**The data:**

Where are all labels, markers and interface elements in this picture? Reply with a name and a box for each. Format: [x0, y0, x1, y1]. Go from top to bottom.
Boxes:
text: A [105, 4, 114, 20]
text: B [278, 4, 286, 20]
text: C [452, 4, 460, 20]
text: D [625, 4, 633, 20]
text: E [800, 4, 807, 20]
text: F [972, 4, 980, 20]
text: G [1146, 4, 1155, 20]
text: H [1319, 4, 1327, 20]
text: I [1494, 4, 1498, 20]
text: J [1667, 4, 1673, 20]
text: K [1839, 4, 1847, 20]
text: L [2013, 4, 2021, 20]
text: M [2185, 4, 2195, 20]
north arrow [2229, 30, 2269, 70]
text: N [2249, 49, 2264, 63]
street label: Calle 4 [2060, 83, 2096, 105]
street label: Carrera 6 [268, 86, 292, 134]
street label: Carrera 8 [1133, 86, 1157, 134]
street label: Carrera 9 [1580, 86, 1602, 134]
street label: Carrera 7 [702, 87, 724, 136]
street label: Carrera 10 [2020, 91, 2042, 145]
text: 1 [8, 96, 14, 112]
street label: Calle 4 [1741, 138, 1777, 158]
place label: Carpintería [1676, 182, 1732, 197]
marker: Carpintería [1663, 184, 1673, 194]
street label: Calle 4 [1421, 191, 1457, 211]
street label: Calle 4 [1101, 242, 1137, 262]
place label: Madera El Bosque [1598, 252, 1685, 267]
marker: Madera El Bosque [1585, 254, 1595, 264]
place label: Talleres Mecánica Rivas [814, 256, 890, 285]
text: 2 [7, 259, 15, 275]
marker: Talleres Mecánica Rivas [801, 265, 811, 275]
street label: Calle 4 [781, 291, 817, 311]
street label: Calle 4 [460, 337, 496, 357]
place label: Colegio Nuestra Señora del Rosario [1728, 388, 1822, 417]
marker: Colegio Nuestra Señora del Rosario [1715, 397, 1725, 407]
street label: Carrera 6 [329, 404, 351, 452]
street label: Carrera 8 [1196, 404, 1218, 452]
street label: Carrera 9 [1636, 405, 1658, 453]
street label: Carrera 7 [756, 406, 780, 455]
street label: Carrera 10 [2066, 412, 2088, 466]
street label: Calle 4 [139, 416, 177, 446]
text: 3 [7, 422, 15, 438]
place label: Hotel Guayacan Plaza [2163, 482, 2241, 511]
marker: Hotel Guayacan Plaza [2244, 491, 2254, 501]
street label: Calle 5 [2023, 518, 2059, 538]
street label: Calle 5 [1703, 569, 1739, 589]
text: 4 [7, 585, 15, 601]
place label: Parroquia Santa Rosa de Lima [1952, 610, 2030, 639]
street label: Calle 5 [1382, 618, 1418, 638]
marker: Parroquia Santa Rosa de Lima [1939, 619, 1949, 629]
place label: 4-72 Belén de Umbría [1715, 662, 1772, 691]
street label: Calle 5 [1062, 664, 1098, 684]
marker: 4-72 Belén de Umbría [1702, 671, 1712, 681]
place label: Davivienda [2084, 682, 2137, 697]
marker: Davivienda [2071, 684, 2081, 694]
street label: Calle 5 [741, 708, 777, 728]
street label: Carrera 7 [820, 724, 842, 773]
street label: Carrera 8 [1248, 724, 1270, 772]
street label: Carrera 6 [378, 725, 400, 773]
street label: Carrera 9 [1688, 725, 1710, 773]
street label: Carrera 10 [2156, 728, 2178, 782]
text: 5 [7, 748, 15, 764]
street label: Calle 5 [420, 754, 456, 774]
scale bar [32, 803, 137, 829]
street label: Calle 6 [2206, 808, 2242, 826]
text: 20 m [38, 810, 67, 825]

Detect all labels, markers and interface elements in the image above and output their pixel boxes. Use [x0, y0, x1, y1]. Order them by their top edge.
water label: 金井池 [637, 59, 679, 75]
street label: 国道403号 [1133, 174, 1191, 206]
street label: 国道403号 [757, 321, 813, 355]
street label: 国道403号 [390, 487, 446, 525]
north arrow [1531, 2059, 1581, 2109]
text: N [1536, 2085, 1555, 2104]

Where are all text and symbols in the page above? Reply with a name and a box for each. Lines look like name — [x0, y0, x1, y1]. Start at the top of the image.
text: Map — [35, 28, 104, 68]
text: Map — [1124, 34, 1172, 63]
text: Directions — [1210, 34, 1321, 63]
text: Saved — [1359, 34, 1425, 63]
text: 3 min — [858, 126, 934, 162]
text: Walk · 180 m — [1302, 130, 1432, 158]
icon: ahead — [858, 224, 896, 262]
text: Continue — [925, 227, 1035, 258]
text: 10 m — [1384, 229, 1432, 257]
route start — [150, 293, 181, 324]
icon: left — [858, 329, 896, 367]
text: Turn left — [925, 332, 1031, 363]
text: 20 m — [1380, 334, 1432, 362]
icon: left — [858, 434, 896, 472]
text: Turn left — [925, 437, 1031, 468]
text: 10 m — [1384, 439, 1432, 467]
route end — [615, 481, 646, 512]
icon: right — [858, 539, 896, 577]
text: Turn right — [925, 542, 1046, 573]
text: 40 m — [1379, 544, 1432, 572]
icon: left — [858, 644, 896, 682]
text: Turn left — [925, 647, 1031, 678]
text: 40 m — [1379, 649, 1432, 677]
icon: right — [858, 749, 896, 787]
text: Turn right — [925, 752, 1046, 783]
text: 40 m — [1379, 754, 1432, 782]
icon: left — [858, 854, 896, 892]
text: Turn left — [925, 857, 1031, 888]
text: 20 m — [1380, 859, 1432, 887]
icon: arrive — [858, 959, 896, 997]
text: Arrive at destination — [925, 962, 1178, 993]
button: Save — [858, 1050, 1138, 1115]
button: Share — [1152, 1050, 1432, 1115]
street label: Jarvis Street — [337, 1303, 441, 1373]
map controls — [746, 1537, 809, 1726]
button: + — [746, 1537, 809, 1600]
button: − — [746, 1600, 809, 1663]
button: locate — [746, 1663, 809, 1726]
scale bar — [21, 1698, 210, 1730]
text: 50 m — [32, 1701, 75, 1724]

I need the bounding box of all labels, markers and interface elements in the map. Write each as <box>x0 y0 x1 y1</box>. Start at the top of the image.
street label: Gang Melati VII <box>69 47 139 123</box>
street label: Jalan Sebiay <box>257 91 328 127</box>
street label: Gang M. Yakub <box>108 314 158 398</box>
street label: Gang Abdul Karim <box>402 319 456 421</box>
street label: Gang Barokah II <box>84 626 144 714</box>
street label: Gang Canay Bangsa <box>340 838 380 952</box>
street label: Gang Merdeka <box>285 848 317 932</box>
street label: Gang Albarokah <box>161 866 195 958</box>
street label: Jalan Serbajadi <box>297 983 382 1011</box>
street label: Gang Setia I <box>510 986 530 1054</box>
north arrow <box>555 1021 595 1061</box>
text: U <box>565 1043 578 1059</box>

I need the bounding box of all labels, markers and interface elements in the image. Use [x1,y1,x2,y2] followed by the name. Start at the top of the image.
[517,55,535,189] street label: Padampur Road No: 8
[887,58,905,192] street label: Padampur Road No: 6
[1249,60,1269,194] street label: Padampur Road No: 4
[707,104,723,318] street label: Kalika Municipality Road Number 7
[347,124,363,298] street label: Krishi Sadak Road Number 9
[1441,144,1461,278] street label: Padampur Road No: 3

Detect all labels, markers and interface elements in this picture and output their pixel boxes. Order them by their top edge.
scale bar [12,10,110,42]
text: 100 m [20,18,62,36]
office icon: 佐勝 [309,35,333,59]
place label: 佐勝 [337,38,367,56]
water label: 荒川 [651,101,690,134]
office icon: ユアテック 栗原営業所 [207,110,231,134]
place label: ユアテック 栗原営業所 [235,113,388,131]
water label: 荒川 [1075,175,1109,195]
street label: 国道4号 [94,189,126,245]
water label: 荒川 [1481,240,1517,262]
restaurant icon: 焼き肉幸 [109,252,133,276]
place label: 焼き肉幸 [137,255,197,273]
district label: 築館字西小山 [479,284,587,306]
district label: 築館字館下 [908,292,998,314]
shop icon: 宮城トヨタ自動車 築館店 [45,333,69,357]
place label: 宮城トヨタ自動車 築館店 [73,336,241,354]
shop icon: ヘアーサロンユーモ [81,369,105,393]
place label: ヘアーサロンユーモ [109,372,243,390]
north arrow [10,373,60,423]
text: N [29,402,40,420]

**Work item:**
Scan the material above. Return every line containing the string "焼き肉幸".

**Output for this exercise:**
restaurant icon: 焼き肉幸 [109,252,133,276]
place label: 焼き肉幸 [137,255,197,273]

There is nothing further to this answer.